Exercise prompt
Every single record below is to be reproduced exactly.

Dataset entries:
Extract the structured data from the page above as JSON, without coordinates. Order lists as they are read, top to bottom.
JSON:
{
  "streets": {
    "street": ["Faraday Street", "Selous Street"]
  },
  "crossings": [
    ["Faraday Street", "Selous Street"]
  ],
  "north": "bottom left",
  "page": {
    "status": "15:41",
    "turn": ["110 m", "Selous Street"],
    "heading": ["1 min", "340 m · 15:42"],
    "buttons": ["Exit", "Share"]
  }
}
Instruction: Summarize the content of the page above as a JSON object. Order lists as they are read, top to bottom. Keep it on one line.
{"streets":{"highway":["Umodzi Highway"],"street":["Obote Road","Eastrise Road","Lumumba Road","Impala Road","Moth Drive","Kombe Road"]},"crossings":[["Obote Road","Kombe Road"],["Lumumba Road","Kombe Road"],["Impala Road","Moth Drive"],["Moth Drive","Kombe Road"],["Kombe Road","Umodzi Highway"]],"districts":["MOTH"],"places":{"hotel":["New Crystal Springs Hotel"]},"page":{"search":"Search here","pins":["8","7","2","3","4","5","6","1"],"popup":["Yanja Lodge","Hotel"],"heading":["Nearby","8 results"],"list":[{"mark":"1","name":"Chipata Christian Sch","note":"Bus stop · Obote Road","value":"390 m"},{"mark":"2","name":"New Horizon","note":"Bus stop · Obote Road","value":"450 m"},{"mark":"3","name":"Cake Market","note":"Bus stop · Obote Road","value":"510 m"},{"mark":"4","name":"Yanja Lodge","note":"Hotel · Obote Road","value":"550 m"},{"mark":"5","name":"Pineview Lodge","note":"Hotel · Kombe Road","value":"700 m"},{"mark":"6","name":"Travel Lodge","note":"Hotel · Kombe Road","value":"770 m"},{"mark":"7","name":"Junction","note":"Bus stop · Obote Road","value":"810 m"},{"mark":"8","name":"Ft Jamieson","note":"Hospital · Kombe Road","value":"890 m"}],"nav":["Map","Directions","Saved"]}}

Result
Extract the structured data from the page above as JSON, without coordinates. Order lists as they are read, top to bottom.
JSON:
{
  "streets": {
    "street": ["Faraday Street", "Selous Street"]
  },
  "crossings": [
    ["Faraday Street", "Selous Street"]
  ],
  "north": "bottom left",
  "page": {
    "status": "15:41",
    "turn": ["110 m", "Selous Street"],
    "heading": ["1 min", "340 m · 15:42"],
    "buttons": ["Exit", "Share"]
  }
}
Instruction: Summarize the content of the page above as a JSON object. Order lists as they are read, top to bottom. Keep it on one line.
{"streets":{"highway":["Umodzi Highway"],"street":["Obote Road","Eastrise Road","Lumumba Road","Impala Road","Moth Drive","Kombe Road"]},"crossings":[["Obote Road","Kombe Road"],["Lumumba Road","Kombe Road"],["Impala Road","Moth Drive"],["Moth Drive","Kombe Road"],["Kombe Road","Umodzi Highway"]],"districts":["MOTH"],"places":{"hotel":["New Crystal Springs Hotel"]},"page":{"search":"Search here","pins":["8","7","2","3","4","5","6","1"],"popup":["Yanja Lodge","Hotel"],"heading":["Nearby","8 results"],"list":[{"mark":"1","name":"Chipata Christian Sch","note":"Bus stop · Obote Road","value":"390 m"},{"mark":"2","name":"New Horizon","note":"Bus stop · Obote Road","value":"450 m"},{"mark":"3","name":"Cake Market","note":"Bus stop · Obote Road","value":"510 m"},{"mark":"4","name":"Yanja Lodge","note":"Hotel · Obote Road","value":"550 m"},{"mark":"5","name":"Pineview Lodge","note":"Hotel · Kombe Road","value":"700 m"},{"mark":"6","name":"Travel Lodge","note":"Hotel · Kombe Road","value":"770 m"},{"mark":"7","name":"Junction","note":"Bus stop · Obote Road","value":"810 m"},{"mark":"8","name":"Ft Jamieson","note":"Hospital · Kombe Road","value":"890 m"}],"nav":["Map","Directions","Saved"]}}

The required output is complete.